Please reproduce the entries that follow, keeping each word intact.

[DATASET RECORDS — start]

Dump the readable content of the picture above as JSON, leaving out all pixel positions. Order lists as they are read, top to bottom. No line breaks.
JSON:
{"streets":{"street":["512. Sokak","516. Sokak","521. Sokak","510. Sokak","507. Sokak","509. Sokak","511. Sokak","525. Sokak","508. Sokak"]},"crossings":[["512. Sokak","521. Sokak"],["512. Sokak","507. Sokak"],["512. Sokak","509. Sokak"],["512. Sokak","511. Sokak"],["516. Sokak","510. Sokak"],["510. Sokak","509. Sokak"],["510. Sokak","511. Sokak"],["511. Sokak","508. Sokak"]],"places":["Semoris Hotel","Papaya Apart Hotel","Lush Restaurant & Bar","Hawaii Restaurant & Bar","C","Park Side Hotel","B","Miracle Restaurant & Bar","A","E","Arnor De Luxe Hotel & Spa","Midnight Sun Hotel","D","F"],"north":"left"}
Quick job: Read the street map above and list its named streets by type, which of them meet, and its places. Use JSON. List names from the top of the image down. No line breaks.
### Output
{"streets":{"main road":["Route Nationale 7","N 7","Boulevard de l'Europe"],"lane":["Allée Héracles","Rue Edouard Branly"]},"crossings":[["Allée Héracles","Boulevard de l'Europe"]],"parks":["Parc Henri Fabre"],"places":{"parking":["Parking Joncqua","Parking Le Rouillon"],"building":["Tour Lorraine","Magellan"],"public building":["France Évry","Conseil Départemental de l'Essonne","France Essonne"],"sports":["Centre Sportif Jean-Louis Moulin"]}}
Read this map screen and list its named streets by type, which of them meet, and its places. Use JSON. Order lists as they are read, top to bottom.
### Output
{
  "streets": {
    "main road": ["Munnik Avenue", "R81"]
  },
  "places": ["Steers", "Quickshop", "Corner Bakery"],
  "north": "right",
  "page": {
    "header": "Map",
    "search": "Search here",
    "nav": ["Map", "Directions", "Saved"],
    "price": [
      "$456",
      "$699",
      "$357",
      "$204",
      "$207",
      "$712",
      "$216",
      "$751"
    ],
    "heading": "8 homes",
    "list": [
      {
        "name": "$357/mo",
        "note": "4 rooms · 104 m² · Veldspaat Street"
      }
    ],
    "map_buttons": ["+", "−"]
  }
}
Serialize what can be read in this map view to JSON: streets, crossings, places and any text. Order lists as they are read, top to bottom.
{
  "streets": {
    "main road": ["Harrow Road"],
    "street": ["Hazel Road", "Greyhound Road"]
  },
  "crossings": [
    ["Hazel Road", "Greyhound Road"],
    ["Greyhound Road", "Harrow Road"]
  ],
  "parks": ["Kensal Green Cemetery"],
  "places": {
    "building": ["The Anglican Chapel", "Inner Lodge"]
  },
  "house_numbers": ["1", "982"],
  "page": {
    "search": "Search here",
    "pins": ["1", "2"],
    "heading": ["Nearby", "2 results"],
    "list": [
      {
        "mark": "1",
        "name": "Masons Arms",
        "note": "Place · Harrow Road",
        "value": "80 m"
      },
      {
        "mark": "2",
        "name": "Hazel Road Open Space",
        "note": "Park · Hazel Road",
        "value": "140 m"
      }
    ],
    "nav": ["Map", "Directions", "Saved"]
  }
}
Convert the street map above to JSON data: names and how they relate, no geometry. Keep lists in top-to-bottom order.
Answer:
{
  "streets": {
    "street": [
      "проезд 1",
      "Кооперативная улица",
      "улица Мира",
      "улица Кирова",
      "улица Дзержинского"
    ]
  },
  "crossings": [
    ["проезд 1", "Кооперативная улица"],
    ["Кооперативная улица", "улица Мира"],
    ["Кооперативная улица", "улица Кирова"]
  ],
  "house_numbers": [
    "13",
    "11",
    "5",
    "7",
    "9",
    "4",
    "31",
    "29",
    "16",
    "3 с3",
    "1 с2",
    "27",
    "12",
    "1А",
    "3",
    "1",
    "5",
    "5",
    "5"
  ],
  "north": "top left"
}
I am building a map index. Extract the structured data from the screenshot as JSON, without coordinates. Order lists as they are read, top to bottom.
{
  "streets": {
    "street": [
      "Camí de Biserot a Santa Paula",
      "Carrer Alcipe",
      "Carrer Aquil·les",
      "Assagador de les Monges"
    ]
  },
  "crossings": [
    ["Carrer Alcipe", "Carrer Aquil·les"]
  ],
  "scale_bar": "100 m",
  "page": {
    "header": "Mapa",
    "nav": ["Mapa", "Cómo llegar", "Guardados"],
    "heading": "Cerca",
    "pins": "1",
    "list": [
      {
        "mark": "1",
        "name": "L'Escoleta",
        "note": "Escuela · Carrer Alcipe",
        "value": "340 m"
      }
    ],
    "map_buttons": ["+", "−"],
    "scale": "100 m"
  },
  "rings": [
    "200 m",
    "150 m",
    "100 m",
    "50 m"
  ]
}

[DATASET RECORDS — finish]

- _ANSWER FOR THE TASK_:
Dump the readable content of the picture above as JSON, leaving out all pixel positions. Order lists as they are read, top to bottom. No line breaks.
JSON:
{"streets":{"street":["512. Sokak","516. Sokak","521. Sokak","510. Sokak","507. Sokak","509. Sokak","511. Sokak","525. Sokak","508. Sokak"]},"crossings":[["512. Sokak","521. Sokak"],["512. Sokak","507. Sokak"],["512. Sokak","509. Sokak"],["512. Sokak","511. Sokak"],["516. Sokak","510. Sokak"],["510. Sokak","509. Sokak"],["510. Sokak","511. Sokak"],["511. Sokak","508. Sokak"]],"places":["Semoris Hotel","Papaya Apart Hotel","Lush Restaurant & Bar","Hawaii Restaurant & Bar","C","Park Side Hotel","B","Miracle Restaurant & Bar","A","E","Arnor De Luxe Hotel & Spa","Midnight Sun Hotel","D","F"],"north":"left"}
Quick job: Read the street map above and list its named streets by type, which of them meet, and its places. Use JSON. List names from the top of the image down. No line breaks.
### Output
{"streets":{"main road":["Route Nationale 7","N 7","Boulevard de l'Europe"],"lane":["Allée Héracles","Rue Edouard Branly"]},"crossings":[["Allée Héracles","Boulevard de l'Europe"]],"parks":["Parc Henri Fabre"],"places":{"parking":["Parking Joncqua","Parking Le Rouillon"],"building":["Tour Lorraine","Magellan"],"public building":["France Évry","Conseil Départemental de l'Essonne","France Essonne"],"sports":["Centre Sportif Jean-Louis Moulin"]}}
Read this map screen and list its named streets by type, which of them meet, and its places. Use JSON. Order lists as they are read, top to bottom.
### Output
{
  "streets": {
    "main road": ["Munnik Avenue", "R81"]
  },
  "places": ["Steers", "Quickshop", "Corner Bakery"],
  "north": "right",
  "page": {
    "header": "Map",
    "search": "Search here",
    "nav": ["Map", "Directions", "Saved"],
    "price": [
      "$456",
      "$699",
      "$357",
      "$204",
      "$207",
      "$712",
      "$216",
      "$751"
    ],
    "heading": "8 homes",
    "list": [
      {
        "name": "$357/mo",
        "note": "4 rooms · 104 m² · Veldspaat Street"
      }
    ],
    "map_buttons": ["+", "−"]
  }
}
Serialize what can be read in this map view to JSON: streets, crossings, places and any text. Order lists as they are read, top to bottom.
{
  "streets": {
    "main road": ["Harrow Road"],
    "street": ["Hazel Road", "Greyhound Road"]
  },
  "crossings": [
    ["Hazel Road", "Greyhound Road"],
    ["Greyhound Road", "Harrow Road"]
  ],
  "parks": ["Kensal Green Cemetery"],
  "places": {
    "building": ["The Anglican Chapel", "Inner Lodge"]
  },
  "house_numbers": ["1", "982"],
  "page": {
    "search": "Search here",
    "pins": ["1", "2"],
    "heading": ["Nearby", "2 results"],
    "list": [
      {
        "mark": "1",
        "name": "Masons Arms",
        "note": "Place · Harrow Road",
        "value": "80 m"
      },
      {
        "mark": "2",
        "name": "Hazel Road Open Space",
        "note": "Park · Hazel Road",
        "value": "140 m"
      }
    ],
    "nav": ["Map", "Directions", "Saved"]
  }
}
Convert the street map above to JSON data: names and how they relate, no geometry. Keep lists in top-to-bottom order.
Answer:
{
  "streets": {
    "street": [
      "проезд 1",
      "Кооперативная улица",
      "улица Мира",
      "улица Кирова",
      "улица Дзержинского"
    ]
  },
  "crossings": [
    ["проезд 1", "Кооперативная улица"],
    ["Кооперативная улица", "улица Мира"],
    ["Кооперативная улица", "улица Кирова"]
  ],
  "house_numbers": [
    "13",
    "11",
    "5",
    "7",
    "9",
    "4",
    "31",
    "29",
    "16",
    "3 с3",
    "1 с2",
    "27",
    "12",
    "1А",
    "3",
    "1",
    "5",
    "5",
    "5"
  ],
  "north": "top left"
}
I am building a map index. Extract the structured data from the screenshot as JSON, without coordinates. Order lists as they are read, top to bottom.
{
  "streets": {
    "street": [
      "Camí de Biserot a Santa Paula",
      "Carrer Alcipe",
      "Carrer Aquil·les",
      "Assagador de les Monges"
    ]
  },
  "crossings": [
    ["Carrer Alcipe", "Carrer Aquil·les"]
  ],
  "scale_bar": "100 m",
  "page": {
    "header": "Mapa",
    "nav": ["Mapa", "Cómo llegar", "Guardados"],
    "heading": "Cerca",
    "pins": "1",
    "list": [
      {
        "mark": "1",
        "name": "L'Escoleta",
        "note": "Escuela · Carrer Alcipe",
        "value": "340 m"
      }
    ],
    "map_buttons": ["+", "−"],
    "scale": "100 m"
  },
  "rings": [
    "200 m",
    "150 m",
    "100 m",
    "50 m"
  ]
}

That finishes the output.